Your assignment:
Within the records, which lines hold the string "Беспалова"? Report each one by copying it.

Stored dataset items
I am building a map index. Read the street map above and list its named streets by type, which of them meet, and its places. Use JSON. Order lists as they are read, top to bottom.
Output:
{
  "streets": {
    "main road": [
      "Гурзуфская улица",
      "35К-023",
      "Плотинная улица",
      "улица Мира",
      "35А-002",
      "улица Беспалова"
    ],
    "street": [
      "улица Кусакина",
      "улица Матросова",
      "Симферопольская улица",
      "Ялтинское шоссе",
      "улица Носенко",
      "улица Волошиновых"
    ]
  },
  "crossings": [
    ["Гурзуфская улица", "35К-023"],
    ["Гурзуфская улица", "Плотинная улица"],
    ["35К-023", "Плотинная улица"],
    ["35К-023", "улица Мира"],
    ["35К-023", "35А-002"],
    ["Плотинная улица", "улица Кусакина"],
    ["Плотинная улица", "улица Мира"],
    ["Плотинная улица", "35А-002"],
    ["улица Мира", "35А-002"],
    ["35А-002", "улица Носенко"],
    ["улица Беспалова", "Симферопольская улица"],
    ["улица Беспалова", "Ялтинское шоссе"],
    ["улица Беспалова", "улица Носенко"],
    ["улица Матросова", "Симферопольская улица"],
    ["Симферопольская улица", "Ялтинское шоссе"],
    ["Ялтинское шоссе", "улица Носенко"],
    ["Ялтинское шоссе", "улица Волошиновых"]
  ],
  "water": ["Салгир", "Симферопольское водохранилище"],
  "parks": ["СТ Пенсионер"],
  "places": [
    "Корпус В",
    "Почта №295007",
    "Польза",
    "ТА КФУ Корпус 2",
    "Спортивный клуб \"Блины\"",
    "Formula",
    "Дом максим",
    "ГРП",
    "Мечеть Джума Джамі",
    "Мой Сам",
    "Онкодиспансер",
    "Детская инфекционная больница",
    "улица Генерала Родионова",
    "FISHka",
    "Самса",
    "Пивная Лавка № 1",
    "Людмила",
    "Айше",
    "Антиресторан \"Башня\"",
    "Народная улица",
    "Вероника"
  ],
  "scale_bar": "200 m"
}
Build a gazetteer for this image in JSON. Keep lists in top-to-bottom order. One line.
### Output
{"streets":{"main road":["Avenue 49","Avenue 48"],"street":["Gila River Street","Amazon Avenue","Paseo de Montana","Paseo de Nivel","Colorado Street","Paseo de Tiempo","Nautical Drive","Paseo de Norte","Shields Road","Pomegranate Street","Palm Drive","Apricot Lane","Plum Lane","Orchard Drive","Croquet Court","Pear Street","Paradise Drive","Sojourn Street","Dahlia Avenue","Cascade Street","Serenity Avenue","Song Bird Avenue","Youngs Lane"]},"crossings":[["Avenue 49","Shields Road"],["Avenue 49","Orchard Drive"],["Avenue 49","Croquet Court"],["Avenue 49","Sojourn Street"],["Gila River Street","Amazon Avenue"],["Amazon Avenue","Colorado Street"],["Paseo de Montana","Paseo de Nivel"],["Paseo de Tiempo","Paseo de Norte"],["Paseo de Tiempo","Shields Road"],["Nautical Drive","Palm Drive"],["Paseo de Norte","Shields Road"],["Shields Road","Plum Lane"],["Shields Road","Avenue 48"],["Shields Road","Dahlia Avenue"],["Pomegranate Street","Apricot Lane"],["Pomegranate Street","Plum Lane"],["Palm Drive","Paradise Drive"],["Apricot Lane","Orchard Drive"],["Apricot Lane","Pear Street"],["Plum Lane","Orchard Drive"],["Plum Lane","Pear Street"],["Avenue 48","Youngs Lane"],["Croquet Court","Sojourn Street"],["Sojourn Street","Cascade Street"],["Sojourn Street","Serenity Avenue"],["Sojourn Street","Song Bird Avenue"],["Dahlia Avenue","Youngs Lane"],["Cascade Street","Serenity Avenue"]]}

The answer:
      "улица Беспалова"
    ["улица Беспалова", "Симферопольская улица"],
    ["улица Беспалова", "Ялтинское шоссе"],
    ["улица Беспалова", "улица Носенко"],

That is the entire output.